With the pictures set aside, write out all of the data exactly as it stands.
*** Information supplied ***
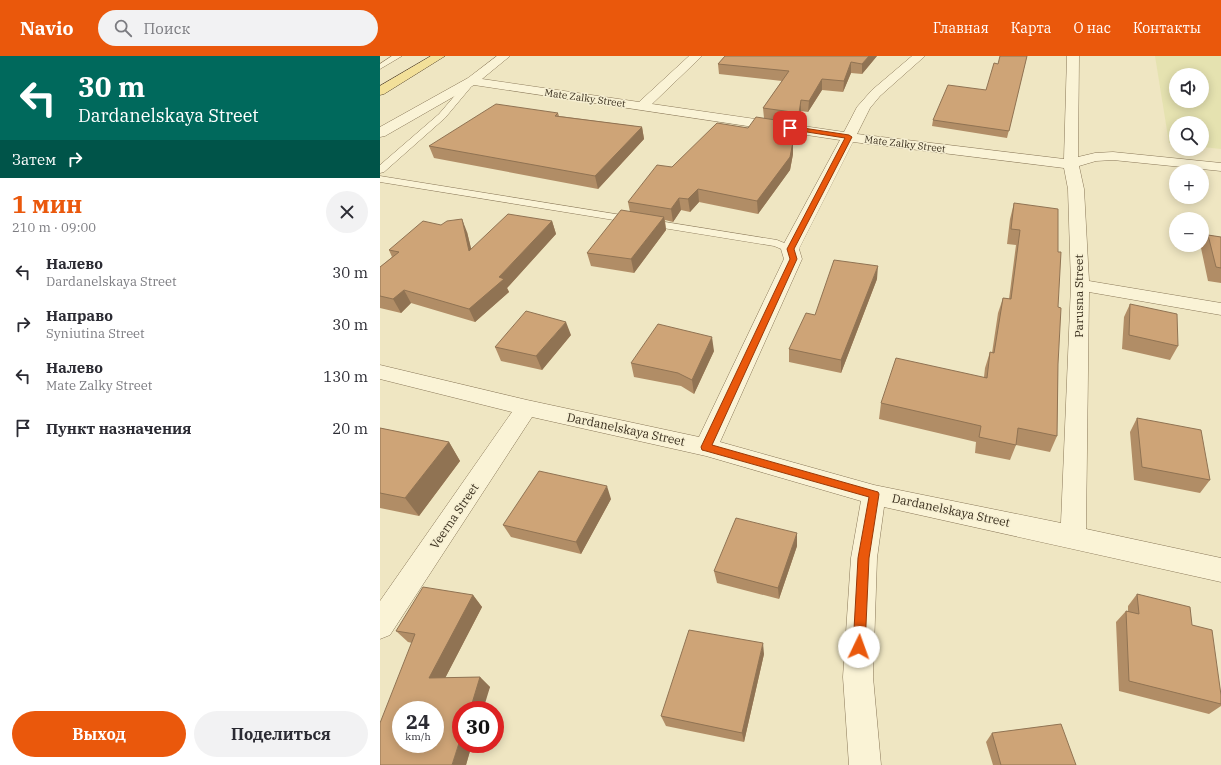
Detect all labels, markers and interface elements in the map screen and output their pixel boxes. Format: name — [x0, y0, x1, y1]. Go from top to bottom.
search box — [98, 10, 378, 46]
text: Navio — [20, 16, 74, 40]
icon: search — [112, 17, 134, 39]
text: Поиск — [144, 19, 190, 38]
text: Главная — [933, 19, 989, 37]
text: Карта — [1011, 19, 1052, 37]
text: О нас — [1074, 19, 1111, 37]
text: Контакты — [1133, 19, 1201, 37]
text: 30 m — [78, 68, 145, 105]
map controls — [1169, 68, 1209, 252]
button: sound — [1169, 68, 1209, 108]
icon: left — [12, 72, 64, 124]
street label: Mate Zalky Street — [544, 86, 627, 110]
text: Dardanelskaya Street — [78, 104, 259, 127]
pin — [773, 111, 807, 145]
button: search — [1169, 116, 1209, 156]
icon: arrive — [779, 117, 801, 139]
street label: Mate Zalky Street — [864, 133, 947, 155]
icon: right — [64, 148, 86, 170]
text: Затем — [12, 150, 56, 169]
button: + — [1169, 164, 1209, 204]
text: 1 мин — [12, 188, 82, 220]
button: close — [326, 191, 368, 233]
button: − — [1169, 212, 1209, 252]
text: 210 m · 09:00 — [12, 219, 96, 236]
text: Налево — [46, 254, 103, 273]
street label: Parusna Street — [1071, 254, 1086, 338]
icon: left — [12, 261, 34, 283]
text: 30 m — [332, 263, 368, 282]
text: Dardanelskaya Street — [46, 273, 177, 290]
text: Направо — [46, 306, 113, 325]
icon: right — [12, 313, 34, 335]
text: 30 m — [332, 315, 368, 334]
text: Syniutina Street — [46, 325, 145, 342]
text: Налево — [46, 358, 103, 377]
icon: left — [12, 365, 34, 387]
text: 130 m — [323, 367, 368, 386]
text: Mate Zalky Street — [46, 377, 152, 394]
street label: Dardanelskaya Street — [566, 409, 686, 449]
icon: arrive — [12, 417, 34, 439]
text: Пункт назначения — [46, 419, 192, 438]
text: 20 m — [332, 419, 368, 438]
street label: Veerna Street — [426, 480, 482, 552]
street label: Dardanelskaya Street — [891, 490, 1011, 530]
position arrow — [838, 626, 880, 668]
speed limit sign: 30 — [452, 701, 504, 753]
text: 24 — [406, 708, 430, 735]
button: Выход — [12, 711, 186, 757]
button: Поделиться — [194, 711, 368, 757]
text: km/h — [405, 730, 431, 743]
***
• [Solution to this task]
Detect all labels, markers and interface elements in the map screen and output their pixel boxes. Format: name — [x0, y0, x1, y1]. Go from top to bottom.
search box — [98, 10, 378, 46]
text: Navio — [20, 16, 74, 40]
icon: search — [112, 17, 134, 39]
text: Поиск — [144, 19, 190, 38]
text: Главная — [933, 19, 989, 37]
text: Карта — [1011, 19, 1052, 37]
text: О нас — [1074, 19, 1111, 37]
text: Контакты — [1133, 19, 1201, 37]
text: 30 m — [78, 68, 145, 105]
map controls — [1169, 68, 1209, 252]
button: sound — [1169, 68, 1209, 108]
icon: left — [12, 72, 64, 124]
street label: Mate Zalky Street — [544, 86, 627, 110]
text: Dardanelskaya Street — [78, 104, 259, 127]
pin — [773, 111, 807, 145]
button: search — [1169, 116, 1209, 156]
icon: arrive — [779, 117, 801, 139]
street label: Mate Zalky Street — [864, 133, 947, 155]
icon: right — [64, 148, 86, 170]
text: Затем — [12, 150, 56, 169]
button: + — [1169, 164, 1209, 204]
text: 1 мин — [12, 188, 82, 220]
button: close — [326, 191, 368, 233]
button: − — [1169, 212, 1209, 252]
text: 210 m · 09:00 — [12, 219, 96, 236]
text: Налево — [46, 254, 103, 273]
street label: Parusna Street — [1071, 254, 1086, 338]
icon: left — [12, 261, 34, 283]
text: 30 m — [332, 263, 368, 282]
text: Dardanelskaya Street — [46, 273, 177, 290]
text: Направо — [46, 306, 113, 325]
icon: right — [12, 313, 34, 335]
text: 30 m — [332, 315, 368, 334]
text: Syniutina Street — [46, 325, 145, 342]
text: Налево — [46, 358, 103, 377]
icon: left — [12, 365, 34, 387]
text: 130 m — [323, 367, 368, 386]
text: Mate Zalky Street — [46, 377, 152, 394]
street label: Dardanelskaya Street — [566, 409, 686, 449]
icon: arrive — [12, 417, 34, 439]
text: Пункт назначения — [46, 419, 192, 438]
text: 20 m — [332, 419, 368, 438]
street label: Veerna Street — [426, 480, 482, 552]
street label: Dardanelskaya Street — [891, 490, 1011, 530]
position arrow — [838, 626, 880, 668]
speed limit sign: 30 — [452, 701, 504, 753]
text: 24 — [406, 708, 430, 735]
button: Выход — [12, 711, 186, 757]
button: Поделиться — [194, 711, 368, 757]
text: km/h — [405, 730, 431, 743]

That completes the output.